* **Task**
Look through the material and copy each line holding "roads".

(Information provided Opens)

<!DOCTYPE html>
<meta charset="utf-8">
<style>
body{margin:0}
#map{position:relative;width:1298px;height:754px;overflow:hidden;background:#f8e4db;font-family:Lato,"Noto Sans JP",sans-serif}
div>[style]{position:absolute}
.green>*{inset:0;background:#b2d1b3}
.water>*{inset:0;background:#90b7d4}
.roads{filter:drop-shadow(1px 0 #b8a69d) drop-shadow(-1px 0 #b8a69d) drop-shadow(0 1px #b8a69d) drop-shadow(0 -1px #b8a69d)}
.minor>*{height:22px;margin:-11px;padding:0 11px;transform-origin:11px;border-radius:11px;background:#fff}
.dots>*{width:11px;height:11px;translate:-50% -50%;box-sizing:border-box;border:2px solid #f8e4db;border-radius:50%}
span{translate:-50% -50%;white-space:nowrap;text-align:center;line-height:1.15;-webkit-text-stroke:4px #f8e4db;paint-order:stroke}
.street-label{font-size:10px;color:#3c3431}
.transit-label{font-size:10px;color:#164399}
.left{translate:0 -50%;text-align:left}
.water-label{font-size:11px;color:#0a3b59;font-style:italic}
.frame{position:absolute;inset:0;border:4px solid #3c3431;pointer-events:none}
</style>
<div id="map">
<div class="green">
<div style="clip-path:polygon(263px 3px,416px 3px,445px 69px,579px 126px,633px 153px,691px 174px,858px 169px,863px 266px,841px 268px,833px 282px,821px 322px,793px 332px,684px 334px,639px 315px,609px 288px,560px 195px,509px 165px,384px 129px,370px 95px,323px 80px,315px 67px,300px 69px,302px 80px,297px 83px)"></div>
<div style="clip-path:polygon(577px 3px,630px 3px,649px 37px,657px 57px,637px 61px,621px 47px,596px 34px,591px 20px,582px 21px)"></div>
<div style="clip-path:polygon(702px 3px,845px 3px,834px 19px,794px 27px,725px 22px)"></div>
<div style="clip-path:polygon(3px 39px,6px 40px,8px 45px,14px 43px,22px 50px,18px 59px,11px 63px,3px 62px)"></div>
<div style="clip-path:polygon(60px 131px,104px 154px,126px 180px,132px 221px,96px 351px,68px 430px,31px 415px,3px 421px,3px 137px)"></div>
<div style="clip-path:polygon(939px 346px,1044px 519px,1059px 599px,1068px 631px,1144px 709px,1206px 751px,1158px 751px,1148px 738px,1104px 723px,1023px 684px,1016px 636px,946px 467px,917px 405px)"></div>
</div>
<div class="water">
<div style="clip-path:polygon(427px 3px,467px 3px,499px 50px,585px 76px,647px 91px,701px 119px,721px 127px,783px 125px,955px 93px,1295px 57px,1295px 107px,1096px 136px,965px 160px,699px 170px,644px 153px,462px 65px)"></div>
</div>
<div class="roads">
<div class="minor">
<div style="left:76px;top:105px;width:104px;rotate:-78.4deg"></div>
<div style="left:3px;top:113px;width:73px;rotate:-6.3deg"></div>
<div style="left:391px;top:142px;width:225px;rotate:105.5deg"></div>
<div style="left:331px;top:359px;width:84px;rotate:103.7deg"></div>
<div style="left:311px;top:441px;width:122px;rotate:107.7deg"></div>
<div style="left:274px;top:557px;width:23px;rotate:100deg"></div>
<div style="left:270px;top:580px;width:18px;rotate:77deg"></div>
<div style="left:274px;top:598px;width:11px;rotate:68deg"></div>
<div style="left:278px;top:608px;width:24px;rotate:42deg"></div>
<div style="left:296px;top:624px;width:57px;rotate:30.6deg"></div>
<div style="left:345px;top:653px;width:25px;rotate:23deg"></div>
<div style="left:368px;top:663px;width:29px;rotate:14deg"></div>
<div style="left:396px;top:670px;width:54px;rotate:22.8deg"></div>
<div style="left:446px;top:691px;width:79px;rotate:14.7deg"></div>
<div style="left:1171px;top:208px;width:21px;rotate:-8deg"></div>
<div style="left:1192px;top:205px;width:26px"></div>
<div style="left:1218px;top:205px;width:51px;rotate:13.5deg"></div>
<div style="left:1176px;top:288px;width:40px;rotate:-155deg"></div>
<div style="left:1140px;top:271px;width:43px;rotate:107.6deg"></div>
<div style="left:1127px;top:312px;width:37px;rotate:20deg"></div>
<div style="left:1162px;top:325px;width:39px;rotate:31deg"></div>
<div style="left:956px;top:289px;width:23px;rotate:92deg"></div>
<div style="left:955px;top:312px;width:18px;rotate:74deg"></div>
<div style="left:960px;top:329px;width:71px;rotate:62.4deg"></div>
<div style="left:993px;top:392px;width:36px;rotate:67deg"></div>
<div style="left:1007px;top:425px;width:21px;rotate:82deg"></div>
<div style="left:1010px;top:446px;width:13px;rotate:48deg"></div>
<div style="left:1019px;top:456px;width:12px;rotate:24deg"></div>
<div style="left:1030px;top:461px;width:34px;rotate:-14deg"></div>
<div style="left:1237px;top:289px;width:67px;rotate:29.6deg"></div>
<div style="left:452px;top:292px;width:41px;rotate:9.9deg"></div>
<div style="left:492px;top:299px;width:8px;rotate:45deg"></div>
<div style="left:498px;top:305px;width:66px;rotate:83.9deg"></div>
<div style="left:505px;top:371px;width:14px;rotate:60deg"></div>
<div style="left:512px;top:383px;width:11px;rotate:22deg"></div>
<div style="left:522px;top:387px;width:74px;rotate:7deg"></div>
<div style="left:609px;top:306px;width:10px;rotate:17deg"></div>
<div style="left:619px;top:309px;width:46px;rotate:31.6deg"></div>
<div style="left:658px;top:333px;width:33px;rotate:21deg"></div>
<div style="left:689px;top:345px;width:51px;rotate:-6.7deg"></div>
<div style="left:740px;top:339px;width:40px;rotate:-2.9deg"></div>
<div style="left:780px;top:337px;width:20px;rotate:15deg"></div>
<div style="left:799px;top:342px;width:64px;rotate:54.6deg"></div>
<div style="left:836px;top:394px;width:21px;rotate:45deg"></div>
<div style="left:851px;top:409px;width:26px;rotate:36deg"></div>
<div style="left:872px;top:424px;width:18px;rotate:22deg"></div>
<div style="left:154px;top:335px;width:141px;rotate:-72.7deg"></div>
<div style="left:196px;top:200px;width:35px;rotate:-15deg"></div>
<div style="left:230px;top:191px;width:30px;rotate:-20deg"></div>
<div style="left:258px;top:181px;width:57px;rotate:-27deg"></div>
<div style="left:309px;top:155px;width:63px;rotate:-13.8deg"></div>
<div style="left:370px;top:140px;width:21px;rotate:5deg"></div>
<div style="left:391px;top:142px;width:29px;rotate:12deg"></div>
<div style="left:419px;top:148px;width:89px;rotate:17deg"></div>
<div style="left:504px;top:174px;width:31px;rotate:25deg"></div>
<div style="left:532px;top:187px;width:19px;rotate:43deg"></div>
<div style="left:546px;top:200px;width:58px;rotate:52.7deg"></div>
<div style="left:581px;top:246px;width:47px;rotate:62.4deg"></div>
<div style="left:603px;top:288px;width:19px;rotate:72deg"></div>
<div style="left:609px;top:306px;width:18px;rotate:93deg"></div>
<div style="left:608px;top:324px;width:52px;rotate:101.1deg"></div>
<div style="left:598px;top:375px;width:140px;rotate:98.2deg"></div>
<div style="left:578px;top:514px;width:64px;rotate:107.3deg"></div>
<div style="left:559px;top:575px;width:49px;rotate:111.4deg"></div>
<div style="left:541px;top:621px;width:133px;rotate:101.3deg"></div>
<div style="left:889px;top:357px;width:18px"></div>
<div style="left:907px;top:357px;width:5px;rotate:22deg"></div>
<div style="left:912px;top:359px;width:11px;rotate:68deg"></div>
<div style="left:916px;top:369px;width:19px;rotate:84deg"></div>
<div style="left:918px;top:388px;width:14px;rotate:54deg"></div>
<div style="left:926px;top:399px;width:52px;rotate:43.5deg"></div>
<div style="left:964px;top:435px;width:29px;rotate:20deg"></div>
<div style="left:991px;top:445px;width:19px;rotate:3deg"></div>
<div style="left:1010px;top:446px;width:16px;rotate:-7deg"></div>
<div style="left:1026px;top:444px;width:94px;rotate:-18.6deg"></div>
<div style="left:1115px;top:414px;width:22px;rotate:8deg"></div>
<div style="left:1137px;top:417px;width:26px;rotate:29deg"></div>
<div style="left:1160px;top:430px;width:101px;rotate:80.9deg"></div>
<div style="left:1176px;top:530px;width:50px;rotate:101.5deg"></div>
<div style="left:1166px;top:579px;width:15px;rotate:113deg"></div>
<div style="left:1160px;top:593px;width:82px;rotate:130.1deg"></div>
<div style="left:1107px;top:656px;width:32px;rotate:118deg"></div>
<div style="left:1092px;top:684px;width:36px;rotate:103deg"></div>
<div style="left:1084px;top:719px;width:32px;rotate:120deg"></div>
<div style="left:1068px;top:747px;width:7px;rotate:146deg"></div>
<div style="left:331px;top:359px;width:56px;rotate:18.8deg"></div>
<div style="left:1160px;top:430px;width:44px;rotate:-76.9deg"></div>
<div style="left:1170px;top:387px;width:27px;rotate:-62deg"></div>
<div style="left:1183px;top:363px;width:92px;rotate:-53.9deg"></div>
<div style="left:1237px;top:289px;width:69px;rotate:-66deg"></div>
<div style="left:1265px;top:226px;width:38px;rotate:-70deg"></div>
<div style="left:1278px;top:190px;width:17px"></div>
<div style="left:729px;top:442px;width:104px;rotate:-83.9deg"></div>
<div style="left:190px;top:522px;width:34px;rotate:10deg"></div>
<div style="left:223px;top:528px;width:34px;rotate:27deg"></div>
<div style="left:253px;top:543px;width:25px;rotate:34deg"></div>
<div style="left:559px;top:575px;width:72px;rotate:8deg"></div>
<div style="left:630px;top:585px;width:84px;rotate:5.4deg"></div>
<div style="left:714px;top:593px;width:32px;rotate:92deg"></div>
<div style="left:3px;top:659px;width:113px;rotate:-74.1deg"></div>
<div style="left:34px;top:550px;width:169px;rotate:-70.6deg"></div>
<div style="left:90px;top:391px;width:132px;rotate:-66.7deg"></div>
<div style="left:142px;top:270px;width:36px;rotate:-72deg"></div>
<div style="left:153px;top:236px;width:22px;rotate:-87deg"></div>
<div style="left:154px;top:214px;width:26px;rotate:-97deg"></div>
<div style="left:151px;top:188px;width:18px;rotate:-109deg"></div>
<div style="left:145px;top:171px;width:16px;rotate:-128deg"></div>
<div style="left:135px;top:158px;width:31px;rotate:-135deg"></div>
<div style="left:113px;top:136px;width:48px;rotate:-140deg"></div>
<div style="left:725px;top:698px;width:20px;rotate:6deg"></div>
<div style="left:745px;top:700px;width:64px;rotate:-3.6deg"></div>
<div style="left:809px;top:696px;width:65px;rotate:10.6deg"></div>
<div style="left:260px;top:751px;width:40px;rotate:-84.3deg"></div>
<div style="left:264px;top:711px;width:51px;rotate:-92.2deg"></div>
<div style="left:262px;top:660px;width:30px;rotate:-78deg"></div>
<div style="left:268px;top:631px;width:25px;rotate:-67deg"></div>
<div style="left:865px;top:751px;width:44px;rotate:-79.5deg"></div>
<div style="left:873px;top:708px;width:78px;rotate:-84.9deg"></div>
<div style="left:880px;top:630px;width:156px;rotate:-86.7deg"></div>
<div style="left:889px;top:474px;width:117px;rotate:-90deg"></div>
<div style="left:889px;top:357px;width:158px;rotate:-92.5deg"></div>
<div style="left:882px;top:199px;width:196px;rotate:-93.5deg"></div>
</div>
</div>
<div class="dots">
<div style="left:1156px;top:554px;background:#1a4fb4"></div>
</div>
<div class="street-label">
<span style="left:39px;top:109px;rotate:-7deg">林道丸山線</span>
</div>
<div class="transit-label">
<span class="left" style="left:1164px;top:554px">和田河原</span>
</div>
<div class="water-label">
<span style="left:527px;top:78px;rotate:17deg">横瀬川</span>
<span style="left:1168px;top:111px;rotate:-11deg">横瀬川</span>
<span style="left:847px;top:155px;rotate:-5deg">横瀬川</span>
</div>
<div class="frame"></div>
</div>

(Information provided Closes)

* **Written answer**
.roads{filter:drop-shadow(1px 0 #b8a69d) drop-shadow(-1px 0 #b8a69d) drop-shadow(0 1px #b8a69d) drop-shadow(0 -1px #b8a69d)}
<div class="roads">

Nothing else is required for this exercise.